**The problem:**
A faithful transcript of all the lines below, with no pictures, is the goal here.

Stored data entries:
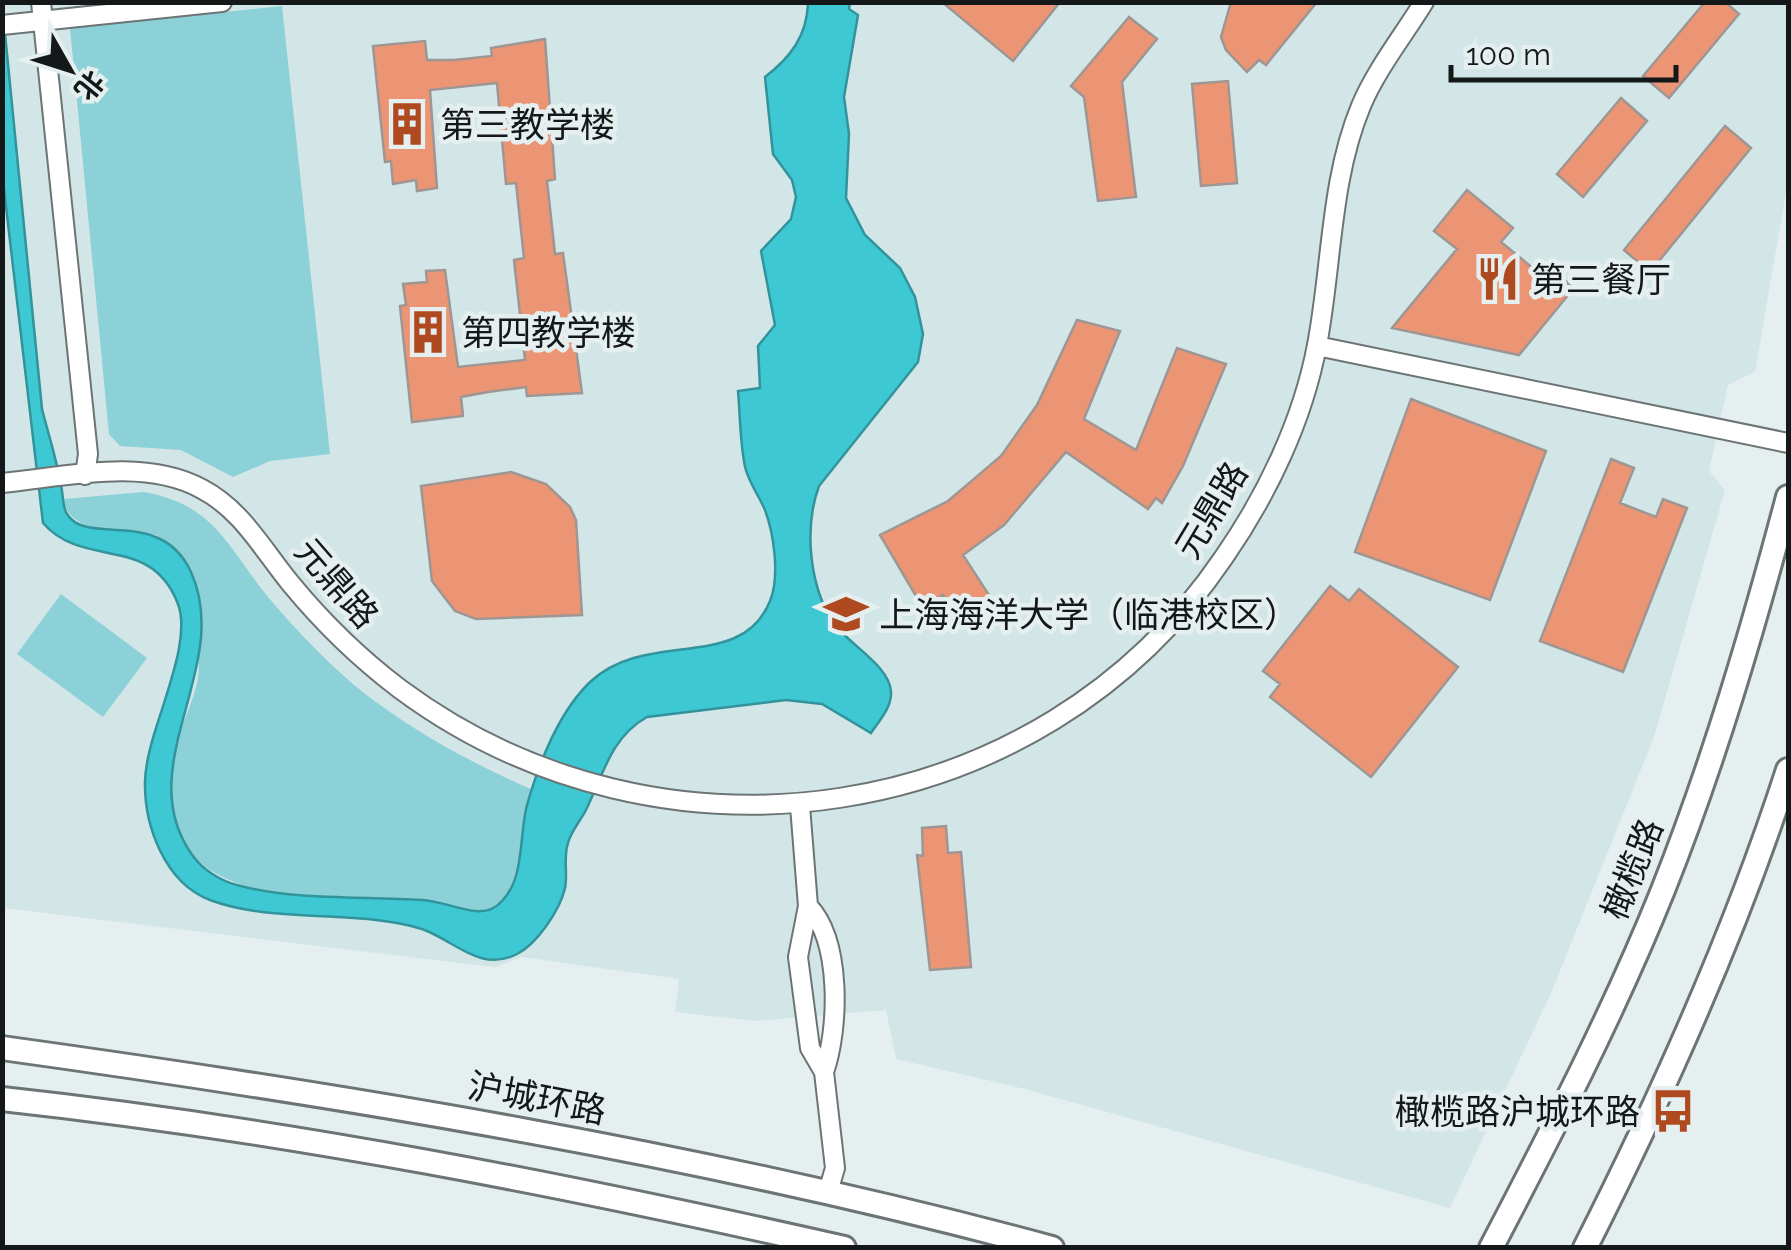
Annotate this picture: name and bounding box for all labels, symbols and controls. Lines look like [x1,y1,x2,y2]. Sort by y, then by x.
north arrow [20,20,120,120]
scale bar [1451,20,1676,82]
text: 100 m [1466,37,1551,72]
text: 北 [67,64,111,107]
building icon: 第三教学楼 [383,100,431,148]
place label: 第三教学楼 [440,104,615,145]
restaurant icon: 第三餐厅 [1474,255,1522,303]
place label: 第三餐厅 [1531,259,1671,300]
building icon: 第四教学楼 [404,308,452,356]
place label: 第四教学楼 [461,312,636,353]
street label: 元鼎路 [1166,454,1256,566]
street label: 元鼎路 [287,530,387,636]
school or university icon: 上海海洋大学（临港校区） [822,590,870,638]
place label: 上海海洋大学（临港校区） [879,594,1299,635]
street label: 橄榄路 [1593,813,1671,925]
street label: 沪城环路 [464,1065,610,1131]
bus stop icon: 橄榄路沪城环路 [1649,1087,1697,1135]
place label: 橄榄路沪城环路 [1395,1091,1640,1132]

**Problem solution:**
Annotate this picture: name and bounding box for all labels, symbols and controls. Lines look like [x1,y1,x2,y2]. Sort by y, then by x.
north arrow [20,20,120,120]
scale bar [1451,20,1676,82]
text: 100 m [1466,37,1551,72]
text: 北 [67,64,111,107]
building icon: 第三教学楼 [383,100,431,148]
place label: 第三教学楼 [440,104,615,145]
restaurant icon: 第三餐厅 [1474,255,1522,303]
place label: 第三餐厅 [1531,259,1671,300]
building icon: 第四教学楼 [404,308,452,356]
place label: 第四教学楼 [461,312,636,353]
street label: 元鼎路 [1166,454,1256,566]
street label: 元鼎路 [287,530,387,636]
school or university icon: 上海海洋大学（临港校区） [822,590,870,638]
place label: 上海海洋大学（临港校区） [879,594,1299,635]
street label: 橄榄路 [1593,813,1671,925]
street label: 沪城环路 [464,1065,610,1131]
bus stop icon: 橄榄路沪城环路 [1649,1087,1697,1135]
place label: 橄榄路沪城环路 [1395,1091,1640,1132]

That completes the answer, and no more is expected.